++++ Exercise input ++++

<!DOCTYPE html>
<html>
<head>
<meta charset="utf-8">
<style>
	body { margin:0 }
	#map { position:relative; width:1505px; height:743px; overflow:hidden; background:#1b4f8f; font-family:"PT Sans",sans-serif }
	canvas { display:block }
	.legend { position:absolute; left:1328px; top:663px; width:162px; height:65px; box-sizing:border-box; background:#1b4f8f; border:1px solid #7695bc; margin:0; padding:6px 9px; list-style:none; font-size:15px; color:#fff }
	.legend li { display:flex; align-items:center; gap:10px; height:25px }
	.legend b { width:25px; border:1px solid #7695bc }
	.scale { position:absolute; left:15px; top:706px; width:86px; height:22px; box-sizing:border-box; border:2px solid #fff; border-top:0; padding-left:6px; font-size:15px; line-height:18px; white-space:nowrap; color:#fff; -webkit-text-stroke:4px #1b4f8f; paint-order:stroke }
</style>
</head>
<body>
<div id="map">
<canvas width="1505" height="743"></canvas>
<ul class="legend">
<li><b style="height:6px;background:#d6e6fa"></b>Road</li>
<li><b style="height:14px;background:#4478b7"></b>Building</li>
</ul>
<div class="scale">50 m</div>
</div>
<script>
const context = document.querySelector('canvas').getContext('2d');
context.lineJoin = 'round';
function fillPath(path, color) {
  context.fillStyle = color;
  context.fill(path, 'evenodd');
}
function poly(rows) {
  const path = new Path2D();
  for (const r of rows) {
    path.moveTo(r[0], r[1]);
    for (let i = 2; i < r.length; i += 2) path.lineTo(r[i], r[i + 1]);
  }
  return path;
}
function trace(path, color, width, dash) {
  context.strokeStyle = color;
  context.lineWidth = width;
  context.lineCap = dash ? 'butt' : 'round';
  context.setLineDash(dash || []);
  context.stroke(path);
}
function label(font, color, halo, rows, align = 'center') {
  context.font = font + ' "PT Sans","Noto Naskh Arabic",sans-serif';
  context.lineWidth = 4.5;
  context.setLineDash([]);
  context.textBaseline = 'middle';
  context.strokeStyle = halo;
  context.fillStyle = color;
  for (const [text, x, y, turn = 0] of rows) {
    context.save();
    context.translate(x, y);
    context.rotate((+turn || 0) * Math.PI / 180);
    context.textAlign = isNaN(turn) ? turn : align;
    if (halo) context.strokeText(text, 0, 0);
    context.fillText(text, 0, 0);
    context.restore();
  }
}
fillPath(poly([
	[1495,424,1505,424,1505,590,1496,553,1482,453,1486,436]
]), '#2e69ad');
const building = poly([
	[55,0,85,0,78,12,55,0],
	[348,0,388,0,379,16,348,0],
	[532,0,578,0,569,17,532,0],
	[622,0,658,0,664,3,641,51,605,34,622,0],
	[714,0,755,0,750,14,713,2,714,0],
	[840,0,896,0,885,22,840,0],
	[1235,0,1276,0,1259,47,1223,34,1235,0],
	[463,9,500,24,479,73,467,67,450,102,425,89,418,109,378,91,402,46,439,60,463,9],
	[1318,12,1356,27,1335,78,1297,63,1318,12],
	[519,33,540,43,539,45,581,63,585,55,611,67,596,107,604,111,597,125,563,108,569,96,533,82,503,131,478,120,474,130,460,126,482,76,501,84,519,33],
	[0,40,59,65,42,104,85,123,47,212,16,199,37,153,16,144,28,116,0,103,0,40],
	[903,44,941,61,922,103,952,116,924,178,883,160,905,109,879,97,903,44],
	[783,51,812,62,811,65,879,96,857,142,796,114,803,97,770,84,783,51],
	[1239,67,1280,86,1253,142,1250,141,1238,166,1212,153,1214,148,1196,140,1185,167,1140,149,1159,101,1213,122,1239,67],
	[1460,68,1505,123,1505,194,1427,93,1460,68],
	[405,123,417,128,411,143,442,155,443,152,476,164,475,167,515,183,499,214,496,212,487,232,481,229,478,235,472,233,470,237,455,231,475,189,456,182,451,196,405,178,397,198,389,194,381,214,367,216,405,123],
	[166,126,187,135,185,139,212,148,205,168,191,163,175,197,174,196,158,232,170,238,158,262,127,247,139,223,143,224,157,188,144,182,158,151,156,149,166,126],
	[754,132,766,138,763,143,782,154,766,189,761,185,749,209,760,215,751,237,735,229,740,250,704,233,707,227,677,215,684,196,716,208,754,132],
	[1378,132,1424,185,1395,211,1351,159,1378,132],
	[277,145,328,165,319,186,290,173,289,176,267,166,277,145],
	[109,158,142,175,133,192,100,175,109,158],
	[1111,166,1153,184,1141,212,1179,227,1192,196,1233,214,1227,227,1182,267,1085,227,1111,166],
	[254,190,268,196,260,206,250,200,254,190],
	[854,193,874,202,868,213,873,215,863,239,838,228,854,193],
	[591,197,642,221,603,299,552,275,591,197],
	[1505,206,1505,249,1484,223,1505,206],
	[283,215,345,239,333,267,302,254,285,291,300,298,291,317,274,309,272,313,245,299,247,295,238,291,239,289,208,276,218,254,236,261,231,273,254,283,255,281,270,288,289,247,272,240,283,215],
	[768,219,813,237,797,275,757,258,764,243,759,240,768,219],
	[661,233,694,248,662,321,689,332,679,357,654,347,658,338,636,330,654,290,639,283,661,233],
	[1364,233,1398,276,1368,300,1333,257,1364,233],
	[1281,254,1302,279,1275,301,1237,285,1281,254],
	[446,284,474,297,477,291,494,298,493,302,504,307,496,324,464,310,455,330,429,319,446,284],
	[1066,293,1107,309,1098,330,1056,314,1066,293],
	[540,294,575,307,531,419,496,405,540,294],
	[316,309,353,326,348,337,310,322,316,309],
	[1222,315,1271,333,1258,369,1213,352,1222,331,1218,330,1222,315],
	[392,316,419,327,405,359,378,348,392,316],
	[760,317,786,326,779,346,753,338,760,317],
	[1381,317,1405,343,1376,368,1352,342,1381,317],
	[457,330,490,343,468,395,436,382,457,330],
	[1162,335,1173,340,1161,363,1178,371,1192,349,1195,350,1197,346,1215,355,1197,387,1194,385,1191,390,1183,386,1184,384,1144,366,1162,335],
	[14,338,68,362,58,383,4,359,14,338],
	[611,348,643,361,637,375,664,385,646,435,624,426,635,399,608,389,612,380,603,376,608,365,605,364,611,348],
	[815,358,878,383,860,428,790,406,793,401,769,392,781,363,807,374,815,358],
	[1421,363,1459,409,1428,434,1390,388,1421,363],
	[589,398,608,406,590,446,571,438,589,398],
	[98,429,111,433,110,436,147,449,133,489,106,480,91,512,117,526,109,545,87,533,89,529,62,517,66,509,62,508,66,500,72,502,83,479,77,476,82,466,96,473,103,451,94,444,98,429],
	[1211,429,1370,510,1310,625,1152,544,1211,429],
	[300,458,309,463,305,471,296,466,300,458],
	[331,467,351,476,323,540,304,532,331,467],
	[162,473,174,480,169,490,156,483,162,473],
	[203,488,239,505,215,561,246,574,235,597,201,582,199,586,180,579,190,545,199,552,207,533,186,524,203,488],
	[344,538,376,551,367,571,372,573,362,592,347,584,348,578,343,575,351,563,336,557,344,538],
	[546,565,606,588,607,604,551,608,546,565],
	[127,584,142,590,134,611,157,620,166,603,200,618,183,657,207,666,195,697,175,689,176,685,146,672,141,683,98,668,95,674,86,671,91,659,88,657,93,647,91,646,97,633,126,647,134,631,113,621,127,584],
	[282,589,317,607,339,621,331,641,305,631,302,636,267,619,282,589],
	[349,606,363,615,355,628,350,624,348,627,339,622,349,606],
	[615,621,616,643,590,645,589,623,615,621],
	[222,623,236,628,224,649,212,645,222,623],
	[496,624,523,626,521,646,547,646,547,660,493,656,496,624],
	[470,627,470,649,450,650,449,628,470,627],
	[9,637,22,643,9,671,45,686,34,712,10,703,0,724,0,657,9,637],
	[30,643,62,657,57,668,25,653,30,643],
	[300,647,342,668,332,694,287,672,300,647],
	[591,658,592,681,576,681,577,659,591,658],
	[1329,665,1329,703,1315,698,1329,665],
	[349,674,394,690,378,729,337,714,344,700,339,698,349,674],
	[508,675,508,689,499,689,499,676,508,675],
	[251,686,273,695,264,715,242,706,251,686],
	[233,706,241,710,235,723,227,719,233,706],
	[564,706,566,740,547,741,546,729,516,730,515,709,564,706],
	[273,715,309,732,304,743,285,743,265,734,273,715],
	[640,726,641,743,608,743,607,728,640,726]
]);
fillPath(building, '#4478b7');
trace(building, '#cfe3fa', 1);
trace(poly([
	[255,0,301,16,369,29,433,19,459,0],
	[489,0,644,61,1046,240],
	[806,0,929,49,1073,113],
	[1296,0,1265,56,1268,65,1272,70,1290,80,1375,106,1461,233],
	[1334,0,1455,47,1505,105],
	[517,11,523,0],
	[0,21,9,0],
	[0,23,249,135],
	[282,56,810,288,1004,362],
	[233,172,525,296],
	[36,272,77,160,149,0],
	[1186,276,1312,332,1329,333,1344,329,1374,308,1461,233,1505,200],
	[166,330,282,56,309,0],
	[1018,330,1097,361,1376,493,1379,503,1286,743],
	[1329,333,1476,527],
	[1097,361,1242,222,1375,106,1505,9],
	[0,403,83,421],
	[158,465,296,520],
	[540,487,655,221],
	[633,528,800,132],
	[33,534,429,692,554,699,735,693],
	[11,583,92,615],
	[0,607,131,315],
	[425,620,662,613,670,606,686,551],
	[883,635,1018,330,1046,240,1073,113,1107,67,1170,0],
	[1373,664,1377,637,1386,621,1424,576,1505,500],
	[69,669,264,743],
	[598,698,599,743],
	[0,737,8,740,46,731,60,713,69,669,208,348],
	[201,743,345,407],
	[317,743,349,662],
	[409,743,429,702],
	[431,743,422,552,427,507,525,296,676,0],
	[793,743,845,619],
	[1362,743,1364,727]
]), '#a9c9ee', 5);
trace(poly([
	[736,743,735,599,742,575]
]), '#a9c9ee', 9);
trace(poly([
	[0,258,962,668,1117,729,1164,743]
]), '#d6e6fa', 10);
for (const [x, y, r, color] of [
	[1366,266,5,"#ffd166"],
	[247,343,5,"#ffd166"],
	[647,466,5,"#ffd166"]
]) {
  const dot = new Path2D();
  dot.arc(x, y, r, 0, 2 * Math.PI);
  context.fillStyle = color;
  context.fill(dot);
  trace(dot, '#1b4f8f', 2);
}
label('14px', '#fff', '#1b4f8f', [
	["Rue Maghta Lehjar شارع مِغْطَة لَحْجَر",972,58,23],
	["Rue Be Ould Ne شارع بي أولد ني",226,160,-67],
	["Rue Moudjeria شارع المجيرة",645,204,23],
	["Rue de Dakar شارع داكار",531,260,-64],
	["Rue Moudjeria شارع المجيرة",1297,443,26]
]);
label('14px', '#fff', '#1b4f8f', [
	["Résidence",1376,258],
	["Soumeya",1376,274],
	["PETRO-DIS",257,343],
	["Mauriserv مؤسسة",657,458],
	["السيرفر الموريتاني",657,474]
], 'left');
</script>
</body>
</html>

++++

= Aim of the exercise =
All lines from the opening of the records through the line where "display:flex; align-items:center; gap:10px;" occurs are to be output verbatim. No other line belongs in the answer.

= Final answer =
<!DOCTYPE html>
<html>
<head>
<meta charset="utf-8">
<style>
	body { margin:0 }
	#map { position:relative; width:1505px; height:743px; overflow:hidden; background:#1b4f8f; font-family:"PT Sans",sans-serif }
	canvas { display:block }
	.legend { position:absolute; left:1328px; top:663px; width:162px; height:65px; box-sizing:border-box; background:#1b4f8f; border:1px solid #7695bc; margin:0; padding:6px 9px; list-style:none; font-size:15px; color:#fff }
	.legend li { display:flex; align-items:center; gap:10px; height:25px }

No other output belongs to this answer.